Derivation of GEO TomoSAR signal model: the data acquisition geometry of the GEO TomoSAR is shown in fig. 1, which shows the spatial baseline condition when data acquisition is performed near the pole of the orbit where the phenomenon of unparallel of the heavy rail is significant, and it can be seen that, due to unparallel of the repeated orbits, the spatial baseline is not parallel to the baseline B except for the heighteAnd slope to base line BrIn addition to the components, a significant along-track baseline component B is also introduceda. Assuming that data on N tracks are collected in the GEO TomosAR, selecting the data of the Nth/2 th group as reference track data, and establishing an r-s-x three-dimensional coordinate system by taking the data collection central position of the Nth/2 th track as an origin, wherein r is a slant distance direction, s is a height direction, and x is a direction (along track direction) perpendicular to the slant distance-height plane.

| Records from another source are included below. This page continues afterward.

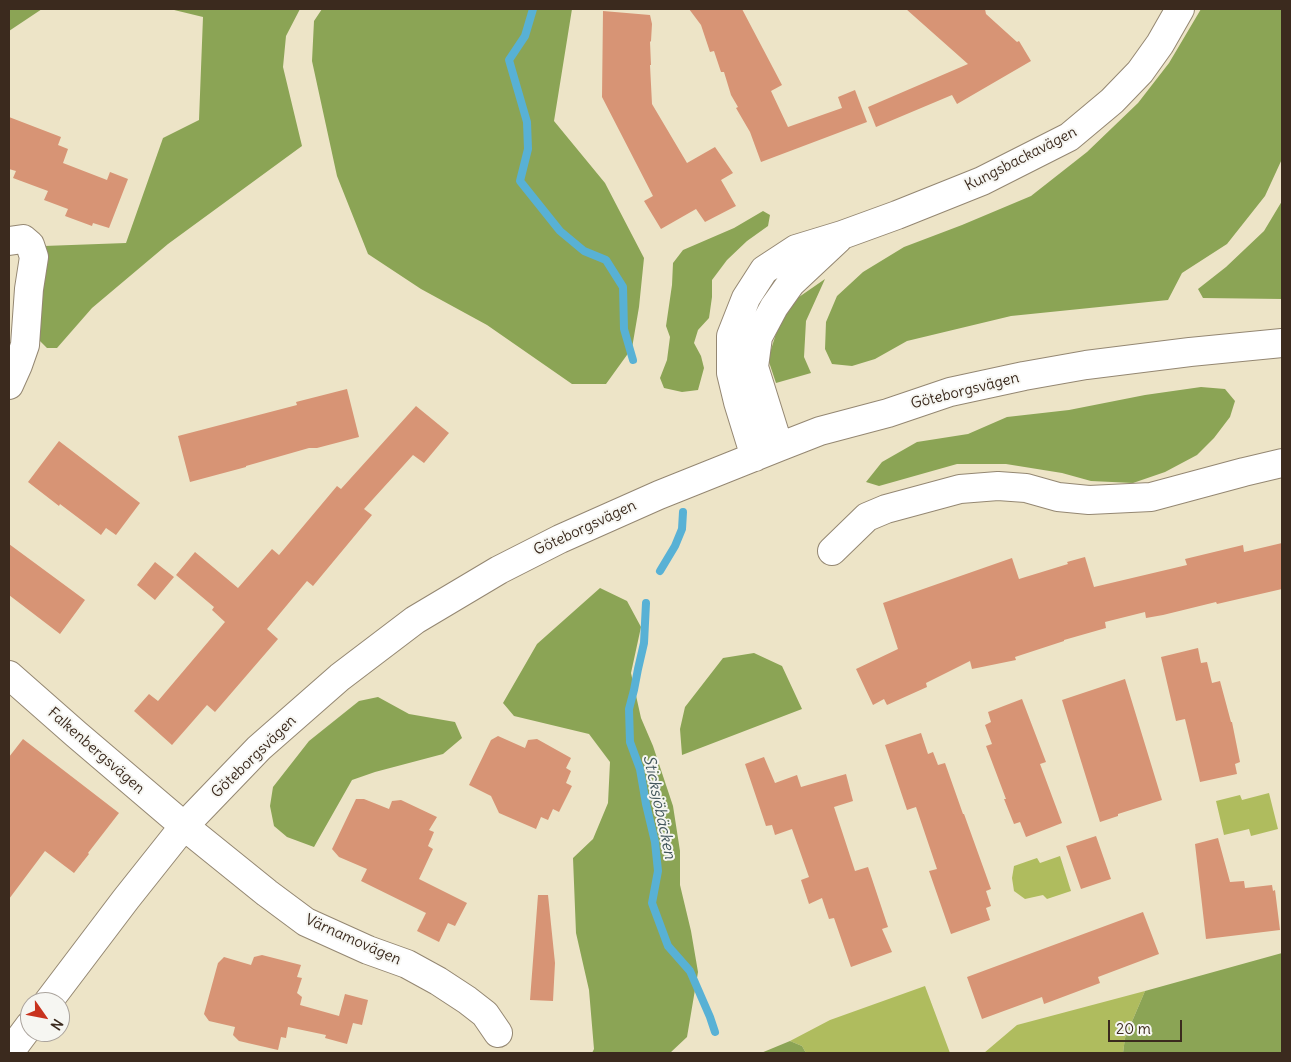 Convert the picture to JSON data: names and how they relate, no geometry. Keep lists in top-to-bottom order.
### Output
{
  "streets": {
    "street": [
      "Kungsbackavägen",
      "Göteborgsvägen",
      "Falkenbergsvägen",
      "Värnamovägen"
    ]
  },
  "crossings": [
    ["Kungsbackavägen", "Göteborgsvägen"],
    ["Göteborgsvägen", "Falkenbergsvägen"],
    ["Göteborgsvägen", "Värnamovägen"],
    ["Falkenbergsvägen", "Värnamovägen"]
  ],
  "water": ["Sticksjöbäcken"],
  "scale_bar": "20 m",
  "north": "bottom right"
} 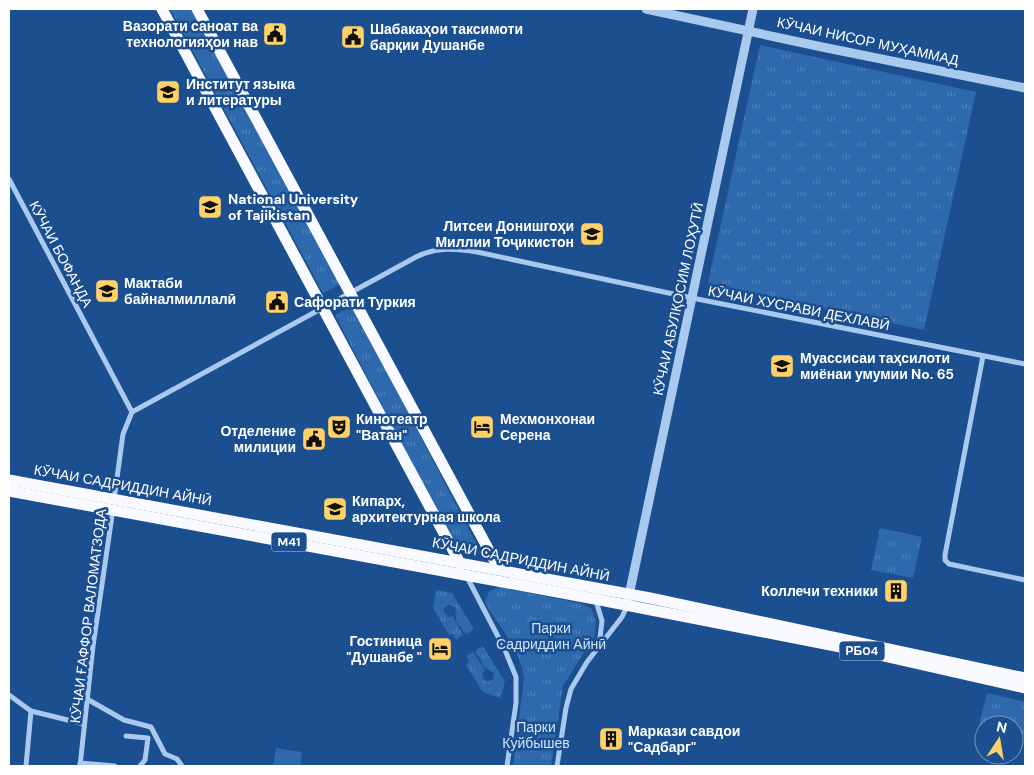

For the nth arbitrary track, the distance between the data sampling center position and the data sampling center position of the main track is called a spatial baseline, and the spatial baseline BnThe coordinates of the data acquisition center position of the nth track can be obtained by respectively projecting to three coordinate axes of an r-s-x coordinate system
Figure BDA0001957394100000052
For the raw data received on each orbit, after two-dimensional imaging, assuming that the two-dimensional point distribution function is an ideal two-dimensional dirac function, therefore, for the same distance-azimuth resolution unit in all images, the data collected on the nth orbit can be represented as:
Figure BDA0001957394100000051
wherein, γn(s) representsA scattering rate function of the target along the height direction when the satellite acquires data on the nth track; j represents an imaginary unit; λ represents the radar emission signal wavelength; rnAnd(s) represents the slant distance between the center position of the radar aperture and the target on the nth track.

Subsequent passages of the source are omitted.